Gartner analysts expect a wave of digital business transformation to lift IT spending across every major category. This week, Gartner forecasted that investments in a broad range of artificial intelligence (AI) capabilities, conversational interfaces, distributed ledgers based on blockchain technologies, event-driven IT platforms, augmented and virtual reality applications, advanced security technologies, and devices deployed at the edge of the network to drive Internet of Things (IoT) applications will all have a significant impact on IT spending in 2018. The analysts further predict that by 2022 AI, blockchain technologies, IoT, and conversational interfaces will have utterly transformed IT as we now know it.

Preparing for future challenges

The issue MSPs will need to contend with is determining precisely when and where the projected increases in IT services spending will arise.

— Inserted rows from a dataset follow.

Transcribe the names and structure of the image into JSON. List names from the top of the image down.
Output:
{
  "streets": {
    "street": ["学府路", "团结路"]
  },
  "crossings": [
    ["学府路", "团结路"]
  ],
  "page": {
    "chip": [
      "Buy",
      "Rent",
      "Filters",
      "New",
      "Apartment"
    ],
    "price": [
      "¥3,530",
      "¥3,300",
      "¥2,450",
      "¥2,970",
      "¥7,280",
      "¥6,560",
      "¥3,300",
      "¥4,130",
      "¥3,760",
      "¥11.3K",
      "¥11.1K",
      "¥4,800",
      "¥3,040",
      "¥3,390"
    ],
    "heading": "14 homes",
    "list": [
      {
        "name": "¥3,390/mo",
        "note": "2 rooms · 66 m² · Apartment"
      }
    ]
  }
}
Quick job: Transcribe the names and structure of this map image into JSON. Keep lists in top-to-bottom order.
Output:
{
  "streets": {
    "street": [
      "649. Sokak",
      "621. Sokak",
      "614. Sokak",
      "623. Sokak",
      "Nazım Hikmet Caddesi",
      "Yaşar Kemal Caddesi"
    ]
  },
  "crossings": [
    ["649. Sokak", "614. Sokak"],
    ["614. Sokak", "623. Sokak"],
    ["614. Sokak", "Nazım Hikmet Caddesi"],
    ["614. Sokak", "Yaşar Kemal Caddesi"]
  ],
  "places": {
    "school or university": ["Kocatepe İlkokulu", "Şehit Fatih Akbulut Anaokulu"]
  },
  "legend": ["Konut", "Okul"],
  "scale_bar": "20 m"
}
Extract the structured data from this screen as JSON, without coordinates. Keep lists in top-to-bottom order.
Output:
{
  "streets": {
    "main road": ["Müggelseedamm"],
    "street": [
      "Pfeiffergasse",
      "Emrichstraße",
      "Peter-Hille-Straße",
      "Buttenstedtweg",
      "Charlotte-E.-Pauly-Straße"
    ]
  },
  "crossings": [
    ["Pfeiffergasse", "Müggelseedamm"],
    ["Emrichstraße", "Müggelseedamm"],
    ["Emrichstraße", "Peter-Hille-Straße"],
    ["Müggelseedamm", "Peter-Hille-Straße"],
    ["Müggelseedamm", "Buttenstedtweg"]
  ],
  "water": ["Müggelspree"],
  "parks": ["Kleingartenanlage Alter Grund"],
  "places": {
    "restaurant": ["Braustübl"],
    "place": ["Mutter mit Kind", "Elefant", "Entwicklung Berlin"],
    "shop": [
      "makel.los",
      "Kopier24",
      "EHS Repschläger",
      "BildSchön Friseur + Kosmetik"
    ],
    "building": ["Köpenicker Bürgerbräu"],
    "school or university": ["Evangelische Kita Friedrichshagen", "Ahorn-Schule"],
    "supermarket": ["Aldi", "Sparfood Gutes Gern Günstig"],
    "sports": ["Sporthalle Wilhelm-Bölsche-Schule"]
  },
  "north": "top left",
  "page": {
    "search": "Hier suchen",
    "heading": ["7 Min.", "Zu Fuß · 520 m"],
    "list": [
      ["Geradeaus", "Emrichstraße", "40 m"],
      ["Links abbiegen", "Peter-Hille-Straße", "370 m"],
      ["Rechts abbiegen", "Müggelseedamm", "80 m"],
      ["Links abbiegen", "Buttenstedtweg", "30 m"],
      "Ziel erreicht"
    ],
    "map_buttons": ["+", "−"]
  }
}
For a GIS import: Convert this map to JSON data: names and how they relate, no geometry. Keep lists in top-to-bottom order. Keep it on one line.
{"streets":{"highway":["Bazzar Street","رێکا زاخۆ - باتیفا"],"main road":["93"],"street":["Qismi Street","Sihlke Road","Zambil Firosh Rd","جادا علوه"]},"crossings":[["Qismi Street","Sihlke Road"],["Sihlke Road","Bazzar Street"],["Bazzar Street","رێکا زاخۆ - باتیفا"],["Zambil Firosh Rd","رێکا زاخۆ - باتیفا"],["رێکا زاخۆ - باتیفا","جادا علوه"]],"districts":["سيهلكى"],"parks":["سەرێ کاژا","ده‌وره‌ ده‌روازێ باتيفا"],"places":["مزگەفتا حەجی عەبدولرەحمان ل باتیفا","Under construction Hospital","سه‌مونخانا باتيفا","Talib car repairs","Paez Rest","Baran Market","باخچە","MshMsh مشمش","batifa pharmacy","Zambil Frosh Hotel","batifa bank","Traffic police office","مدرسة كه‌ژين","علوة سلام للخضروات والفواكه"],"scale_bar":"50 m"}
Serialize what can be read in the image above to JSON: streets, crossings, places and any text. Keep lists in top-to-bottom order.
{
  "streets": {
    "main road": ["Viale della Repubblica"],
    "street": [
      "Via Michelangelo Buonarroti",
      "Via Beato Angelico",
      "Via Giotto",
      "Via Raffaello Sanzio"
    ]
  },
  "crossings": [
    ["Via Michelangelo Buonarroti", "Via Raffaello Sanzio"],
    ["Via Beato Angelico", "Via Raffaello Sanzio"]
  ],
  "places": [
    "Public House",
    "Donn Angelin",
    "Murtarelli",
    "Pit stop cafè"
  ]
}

It’s already clear that many of the technologies that drive IT services revenue today are becoming increasingly automated. Updates to software will increasingly be automatically applied by vendors such as Oracle and VMware. That suggests the IT services revenue opportunity will be much higher up the software stack in the future.

Organizations of all sizes are trying to stitch together multiple digital business processes to create a better a customer experience while also sharply reducing costs. Whether or not these investments will create a sustainable competitive edge for those organizations is, of course, debatable. In practice, investments in digital business processes are the new table stakes. Organizations that can’t flexibly employ IT to adroitly respond to changing business conditions and events will fade away sooner rather than later.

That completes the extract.